What you have to do:
Where a line below holds the string "screen", copy that line.

Stored data entries
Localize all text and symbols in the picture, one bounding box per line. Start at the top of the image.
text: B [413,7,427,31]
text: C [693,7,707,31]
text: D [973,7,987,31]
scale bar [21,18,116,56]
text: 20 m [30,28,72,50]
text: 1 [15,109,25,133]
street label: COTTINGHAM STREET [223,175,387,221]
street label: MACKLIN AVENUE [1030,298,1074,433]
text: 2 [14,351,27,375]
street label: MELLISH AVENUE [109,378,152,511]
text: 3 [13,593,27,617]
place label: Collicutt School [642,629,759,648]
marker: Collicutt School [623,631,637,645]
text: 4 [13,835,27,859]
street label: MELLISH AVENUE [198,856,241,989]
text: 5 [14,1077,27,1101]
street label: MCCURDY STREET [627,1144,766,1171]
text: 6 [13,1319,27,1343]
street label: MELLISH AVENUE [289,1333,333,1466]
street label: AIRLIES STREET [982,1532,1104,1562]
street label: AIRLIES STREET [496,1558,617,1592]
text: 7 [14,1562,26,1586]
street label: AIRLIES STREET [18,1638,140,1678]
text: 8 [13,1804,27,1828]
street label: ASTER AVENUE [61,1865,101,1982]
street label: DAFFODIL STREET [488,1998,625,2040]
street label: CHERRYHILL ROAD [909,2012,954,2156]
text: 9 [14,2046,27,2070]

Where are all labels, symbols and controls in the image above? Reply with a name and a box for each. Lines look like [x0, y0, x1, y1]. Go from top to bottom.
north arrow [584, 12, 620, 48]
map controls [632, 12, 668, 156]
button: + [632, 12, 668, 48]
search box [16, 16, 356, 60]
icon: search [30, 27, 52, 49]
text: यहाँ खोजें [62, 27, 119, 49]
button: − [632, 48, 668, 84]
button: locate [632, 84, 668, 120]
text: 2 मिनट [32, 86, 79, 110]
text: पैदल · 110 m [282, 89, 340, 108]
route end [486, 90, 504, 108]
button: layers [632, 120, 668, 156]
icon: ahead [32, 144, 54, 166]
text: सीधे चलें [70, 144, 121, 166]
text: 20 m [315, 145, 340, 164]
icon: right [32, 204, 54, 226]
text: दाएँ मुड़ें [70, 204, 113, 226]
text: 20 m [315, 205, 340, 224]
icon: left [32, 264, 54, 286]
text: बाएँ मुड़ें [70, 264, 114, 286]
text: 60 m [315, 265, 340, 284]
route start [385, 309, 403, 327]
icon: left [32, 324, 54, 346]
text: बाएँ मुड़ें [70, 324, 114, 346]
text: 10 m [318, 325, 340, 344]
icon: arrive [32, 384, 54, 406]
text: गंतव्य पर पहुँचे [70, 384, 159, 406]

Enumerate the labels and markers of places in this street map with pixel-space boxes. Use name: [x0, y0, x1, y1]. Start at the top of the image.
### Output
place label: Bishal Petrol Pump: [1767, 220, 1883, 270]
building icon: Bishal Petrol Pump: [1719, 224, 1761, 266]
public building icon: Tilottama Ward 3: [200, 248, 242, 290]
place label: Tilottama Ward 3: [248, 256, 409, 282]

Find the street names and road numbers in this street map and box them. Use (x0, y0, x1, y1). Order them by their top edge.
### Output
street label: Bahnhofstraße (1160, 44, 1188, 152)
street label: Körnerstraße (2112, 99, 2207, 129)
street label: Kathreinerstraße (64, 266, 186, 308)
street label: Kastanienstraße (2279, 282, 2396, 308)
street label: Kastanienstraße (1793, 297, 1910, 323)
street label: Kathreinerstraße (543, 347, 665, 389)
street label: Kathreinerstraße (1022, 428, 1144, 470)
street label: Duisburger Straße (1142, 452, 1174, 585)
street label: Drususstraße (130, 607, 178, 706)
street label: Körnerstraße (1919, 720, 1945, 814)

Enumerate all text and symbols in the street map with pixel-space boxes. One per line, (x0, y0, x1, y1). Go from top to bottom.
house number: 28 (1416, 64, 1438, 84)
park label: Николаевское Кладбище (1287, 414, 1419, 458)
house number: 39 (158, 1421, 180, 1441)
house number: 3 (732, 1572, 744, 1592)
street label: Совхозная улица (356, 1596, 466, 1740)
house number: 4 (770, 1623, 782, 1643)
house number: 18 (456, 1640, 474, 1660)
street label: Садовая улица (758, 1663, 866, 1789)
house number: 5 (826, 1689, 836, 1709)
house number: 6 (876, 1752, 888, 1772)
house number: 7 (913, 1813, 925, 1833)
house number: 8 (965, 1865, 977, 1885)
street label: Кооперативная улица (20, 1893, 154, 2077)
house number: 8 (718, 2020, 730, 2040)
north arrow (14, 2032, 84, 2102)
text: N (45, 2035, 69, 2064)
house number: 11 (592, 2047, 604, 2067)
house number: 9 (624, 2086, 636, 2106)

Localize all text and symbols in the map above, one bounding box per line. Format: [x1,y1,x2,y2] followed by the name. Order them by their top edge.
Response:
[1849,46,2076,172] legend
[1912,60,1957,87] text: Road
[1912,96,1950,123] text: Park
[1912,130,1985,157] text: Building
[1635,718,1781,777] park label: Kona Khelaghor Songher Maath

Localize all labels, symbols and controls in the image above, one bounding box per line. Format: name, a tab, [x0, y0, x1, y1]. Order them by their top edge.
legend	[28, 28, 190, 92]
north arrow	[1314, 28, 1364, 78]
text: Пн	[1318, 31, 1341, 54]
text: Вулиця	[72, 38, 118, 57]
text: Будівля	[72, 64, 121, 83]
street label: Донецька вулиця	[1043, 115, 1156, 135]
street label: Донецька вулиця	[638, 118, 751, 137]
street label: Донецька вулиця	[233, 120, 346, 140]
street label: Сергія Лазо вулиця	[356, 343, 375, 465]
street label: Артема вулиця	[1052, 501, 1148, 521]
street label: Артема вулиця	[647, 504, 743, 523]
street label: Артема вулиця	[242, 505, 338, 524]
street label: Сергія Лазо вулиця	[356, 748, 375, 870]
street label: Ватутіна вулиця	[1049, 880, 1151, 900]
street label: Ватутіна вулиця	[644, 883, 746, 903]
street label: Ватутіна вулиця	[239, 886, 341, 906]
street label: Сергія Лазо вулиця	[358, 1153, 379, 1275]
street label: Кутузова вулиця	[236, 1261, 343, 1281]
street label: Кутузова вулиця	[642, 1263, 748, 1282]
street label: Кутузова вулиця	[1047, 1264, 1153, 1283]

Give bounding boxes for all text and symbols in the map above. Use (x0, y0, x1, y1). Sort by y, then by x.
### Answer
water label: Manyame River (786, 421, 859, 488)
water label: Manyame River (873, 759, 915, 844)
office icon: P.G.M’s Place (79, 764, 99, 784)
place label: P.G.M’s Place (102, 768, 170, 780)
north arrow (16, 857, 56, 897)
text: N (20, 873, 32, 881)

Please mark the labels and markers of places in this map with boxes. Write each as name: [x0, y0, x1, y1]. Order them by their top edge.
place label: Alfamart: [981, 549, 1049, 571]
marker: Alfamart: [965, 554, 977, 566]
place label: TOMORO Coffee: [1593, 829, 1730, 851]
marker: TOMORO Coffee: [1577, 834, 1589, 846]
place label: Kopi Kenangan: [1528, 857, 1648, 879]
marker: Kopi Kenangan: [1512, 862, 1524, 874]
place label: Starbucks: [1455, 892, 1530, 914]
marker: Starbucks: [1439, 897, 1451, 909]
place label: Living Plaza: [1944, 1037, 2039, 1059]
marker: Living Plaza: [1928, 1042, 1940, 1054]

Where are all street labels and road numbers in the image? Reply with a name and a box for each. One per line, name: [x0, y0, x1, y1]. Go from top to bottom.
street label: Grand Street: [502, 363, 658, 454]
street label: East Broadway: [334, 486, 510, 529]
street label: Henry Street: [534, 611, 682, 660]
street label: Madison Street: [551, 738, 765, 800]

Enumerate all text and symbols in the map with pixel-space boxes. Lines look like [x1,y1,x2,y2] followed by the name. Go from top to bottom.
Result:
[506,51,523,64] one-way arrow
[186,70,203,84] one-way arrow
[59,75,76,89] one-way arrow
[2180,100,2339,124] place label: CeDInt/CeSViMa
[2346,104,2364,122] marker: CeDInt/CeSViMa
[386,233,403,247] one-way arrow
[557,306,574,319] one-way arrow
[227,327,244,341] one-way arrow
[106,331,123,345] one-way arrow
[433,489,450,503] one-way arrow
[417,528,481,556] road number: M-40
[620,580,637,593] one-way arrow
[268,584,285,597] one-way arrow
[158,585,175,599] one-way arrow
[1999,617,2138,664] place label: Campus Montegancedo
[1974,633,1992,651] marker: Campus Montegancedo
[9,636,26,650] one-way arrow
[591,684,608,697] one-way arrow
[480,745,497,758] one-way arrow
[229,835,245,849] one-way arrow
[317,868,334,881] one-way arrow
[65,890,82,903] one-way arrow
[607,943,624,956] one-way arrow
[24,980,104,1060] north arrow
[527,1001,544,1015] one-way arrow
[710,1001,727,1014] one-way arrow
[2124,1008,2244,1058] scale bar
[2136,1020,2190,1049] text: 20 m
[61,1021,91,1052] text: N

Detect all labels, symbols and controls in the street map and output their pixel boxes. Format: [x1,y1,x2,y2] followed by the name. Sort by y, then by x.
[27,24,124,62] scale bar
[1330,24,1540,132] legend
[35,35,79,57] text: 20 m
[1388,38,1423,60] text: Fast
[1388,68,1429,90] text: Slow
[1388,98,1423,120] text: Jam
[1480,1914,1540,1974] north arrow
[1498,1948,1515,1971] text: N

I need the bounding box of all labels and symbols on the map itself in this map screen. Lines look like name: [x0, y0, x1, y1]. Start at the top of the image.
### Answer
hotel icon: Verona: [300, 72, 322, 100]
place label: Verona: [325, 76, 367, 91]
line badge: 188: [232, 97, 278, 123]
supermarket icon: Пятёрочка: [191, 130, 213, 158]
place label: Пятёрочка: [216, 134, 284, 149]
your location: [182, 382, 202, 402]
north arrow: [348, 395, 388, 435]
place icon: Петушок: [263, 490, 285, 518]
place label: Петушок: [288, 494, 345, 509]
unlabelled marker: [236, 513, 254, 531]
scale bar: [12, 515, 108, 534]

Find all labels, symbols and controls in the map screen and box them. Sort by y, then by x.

Answer to the problem:
I need the bounding box of all labels and symbols on the map itself in this map screen. Lines look like name: [x0, y0, x1, y1]. Start at the top of the image.
Find all labels, symbols and controls in the map screen and box them. Sort by y, then by x.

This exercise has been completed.